When I arrive at the back door of the United Church, Jane is already on the step with a snow shovel.   She has opened the door for the two Social Justice committee members who have preceded me with supplies for the Community Supper.  Now, she will clear the few centimetres of wet snow that have accumulated in the parking lot and on the steps.   Sidewalk + snow + Jane + people coming = Jane shovelling now.  Whatever needs to be done, she will do.

The committee gets to work.  We have an hour before people start to arrive, and a half-hour more before the buffet line opens.  The menu is simple but hearty, I hope: chili, salad, buns, and cookies.  Dave makes coffee, Jackie and Gerard cover the tables with paper tablecloths, Elmer chases down extra buns and paper towels, and I do triage on the buffet table.  Jane orients us to this unfamiliar kitchen.  She points to the appropriate coffee urns, suggests eight tea bags for twenty-five cups of tea, finds a huge bowl for the salad, and locates the salt and pepper.  Later, after a foray in the dining hall to arrange buns, stack coffee and juice cups, and place the dessert trays, I notice that Jane is still in the kitchen cleaning up as we go.  She is another pair of hands, even when her own parish is not responsible for the Community Supper this month.

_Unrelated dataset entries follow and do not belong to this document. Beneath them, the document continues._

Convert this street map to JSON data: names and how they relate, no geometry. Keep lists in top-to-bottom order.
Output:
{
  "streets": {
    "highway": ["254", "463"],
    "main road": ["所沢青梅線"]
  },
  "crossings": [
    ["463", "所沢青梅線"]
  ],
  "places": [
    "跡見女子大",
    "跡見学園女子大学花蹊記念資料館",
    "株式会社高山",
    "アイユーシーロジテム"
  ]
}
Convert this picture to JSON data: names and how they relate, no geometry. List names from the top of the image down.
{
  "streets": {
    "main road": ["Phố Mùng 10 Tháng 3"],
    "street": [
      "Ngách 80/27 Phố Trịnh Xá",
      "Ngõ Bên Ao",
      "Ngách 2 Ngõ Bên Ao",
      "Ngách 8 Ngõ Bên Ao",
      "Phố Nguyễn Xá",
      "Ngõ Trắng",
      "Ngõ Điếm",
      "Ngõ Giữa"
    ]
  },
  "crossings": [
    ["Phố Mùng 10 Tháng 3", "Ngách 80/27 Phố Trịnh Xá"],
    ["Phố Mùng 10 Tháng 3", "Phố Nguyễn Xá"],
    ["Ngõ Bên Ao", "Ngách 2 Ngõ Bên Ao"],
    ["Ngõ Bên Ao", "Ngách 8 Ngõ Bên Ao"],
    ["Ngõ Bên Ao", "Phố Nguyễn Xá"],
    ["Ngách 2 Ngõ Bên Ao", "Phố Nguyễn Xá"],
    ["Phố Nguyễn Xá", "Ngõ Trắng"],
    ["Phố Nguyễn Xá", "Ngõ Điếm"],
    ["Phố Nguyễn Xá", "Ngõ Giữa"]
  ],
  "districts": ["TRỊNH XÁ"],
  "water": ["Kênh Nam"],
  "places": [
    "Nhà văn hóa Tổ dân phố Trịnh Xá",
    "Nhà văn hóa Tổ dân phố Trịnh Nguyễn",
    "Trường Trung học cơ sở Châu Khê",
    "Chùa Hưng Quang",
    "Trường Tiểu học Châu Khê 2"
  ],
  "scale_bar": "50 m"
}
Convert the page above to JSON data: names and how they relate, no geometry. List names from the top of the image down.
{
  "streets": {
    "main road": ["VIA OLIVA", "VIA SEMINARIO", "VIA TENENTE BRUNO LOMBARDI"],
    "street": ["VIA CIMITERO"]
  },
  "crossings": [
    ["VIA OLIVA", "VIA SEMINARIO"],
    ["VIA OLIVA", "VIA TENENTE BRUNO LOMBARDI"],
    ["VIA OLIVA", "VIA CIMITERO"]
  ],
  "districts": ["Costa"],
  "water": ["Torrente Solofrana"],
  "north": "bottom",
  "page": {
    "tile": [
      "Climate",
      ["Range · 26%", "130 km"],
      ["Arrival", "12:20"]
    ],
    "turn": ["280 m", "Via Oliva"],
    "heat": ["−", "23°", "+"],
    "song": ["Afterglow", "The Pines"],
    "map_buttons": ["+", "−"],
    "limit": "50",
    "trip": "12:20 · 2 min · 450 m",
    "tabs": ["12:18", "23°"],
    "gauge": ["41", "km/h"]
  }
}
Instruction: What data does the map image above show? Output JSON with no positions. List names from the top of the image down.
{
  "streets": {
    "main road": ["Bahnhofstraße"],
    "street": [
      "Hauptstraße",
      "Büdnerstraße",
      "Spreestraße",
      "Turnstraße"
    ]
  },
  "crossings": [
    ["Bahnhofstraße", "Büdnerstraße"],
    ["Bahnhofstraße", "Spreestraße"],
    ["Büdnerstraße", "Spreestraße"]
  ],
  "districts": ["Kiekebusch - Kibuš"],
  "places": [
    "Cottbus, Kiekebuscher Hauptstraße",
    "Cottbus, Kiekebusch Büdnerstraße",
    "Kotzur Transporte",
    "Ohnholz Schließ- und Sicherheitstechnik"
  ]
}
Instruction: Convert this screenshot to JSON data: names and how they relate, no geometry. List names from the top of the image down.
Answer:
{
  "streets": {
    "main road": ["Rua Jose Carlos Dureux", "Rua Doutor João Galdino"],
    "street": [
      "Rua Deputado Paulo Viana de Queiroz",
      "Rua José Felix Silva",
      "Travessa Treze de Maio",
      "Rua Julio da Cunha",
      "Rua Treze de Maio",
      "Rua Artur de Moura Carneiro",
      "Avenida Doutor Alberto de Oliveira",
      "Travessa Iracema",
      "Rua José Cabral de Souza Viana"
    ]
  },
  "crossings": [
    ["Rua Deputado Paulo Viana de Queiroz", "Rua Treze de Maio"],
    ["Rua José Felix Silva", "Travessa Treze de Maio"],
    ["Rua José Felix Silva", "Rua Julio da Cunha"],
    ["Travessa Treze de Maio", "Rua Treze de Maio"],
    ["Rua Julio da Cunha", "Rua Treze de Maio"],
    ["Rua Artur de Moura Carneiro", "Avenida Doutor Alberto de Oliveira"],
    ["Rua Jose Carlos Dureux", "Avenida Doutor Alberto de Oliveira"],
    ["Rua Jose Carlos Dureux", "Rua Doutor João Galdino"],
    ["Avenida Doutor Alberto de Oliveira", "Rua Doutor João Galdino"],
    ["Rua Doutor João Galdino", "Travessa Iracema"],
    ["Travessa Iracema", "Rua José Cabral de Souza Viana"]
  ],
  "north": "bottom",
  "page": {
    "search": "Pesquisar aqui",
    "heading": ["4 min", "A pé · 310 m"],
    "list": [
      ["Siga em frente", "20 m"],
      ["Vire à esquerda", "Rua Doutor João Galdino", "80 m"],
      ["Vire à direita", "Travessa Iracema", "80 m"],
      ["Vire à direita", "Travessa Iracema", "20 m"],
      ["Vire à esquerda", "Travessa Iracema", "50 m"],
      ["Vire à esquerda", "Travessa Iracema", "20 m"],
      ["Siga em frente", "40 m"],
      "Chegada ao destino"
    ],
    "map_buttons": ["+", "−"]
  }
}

Jane’s ethic of service inspires me, and I want to acknowledge it aloud.  “Thank you for everything you are doing, Jane,” I say.  “You’re really going above and beyond.”  Her response stops me in my tracks.  Her hands in the sink, Jane locks eyes with me and says, “There’s no beyond for Christians, is there?  We are always called to go beyond.” 

I am flummoxed.  She is right, of course.  There is no beyond for a Christian.  “Above and beyond” is another phrase I will relegate to obsolescence.     The mission of Christians is always to reach beyond our strength, beyond our perceived available time, beyond our resources, beyond pressure from the outside (and often, from the inside, too!), beyond the distractions life brings, in service to others, those right beside us in our family and community and those far away.   Our lives must embrace all in a circle with an infinite radius and an effaced circumference.


There is no beyond.  Thank you, Jane; you evangelize through action.  Thank you for leading the way on the extra mile.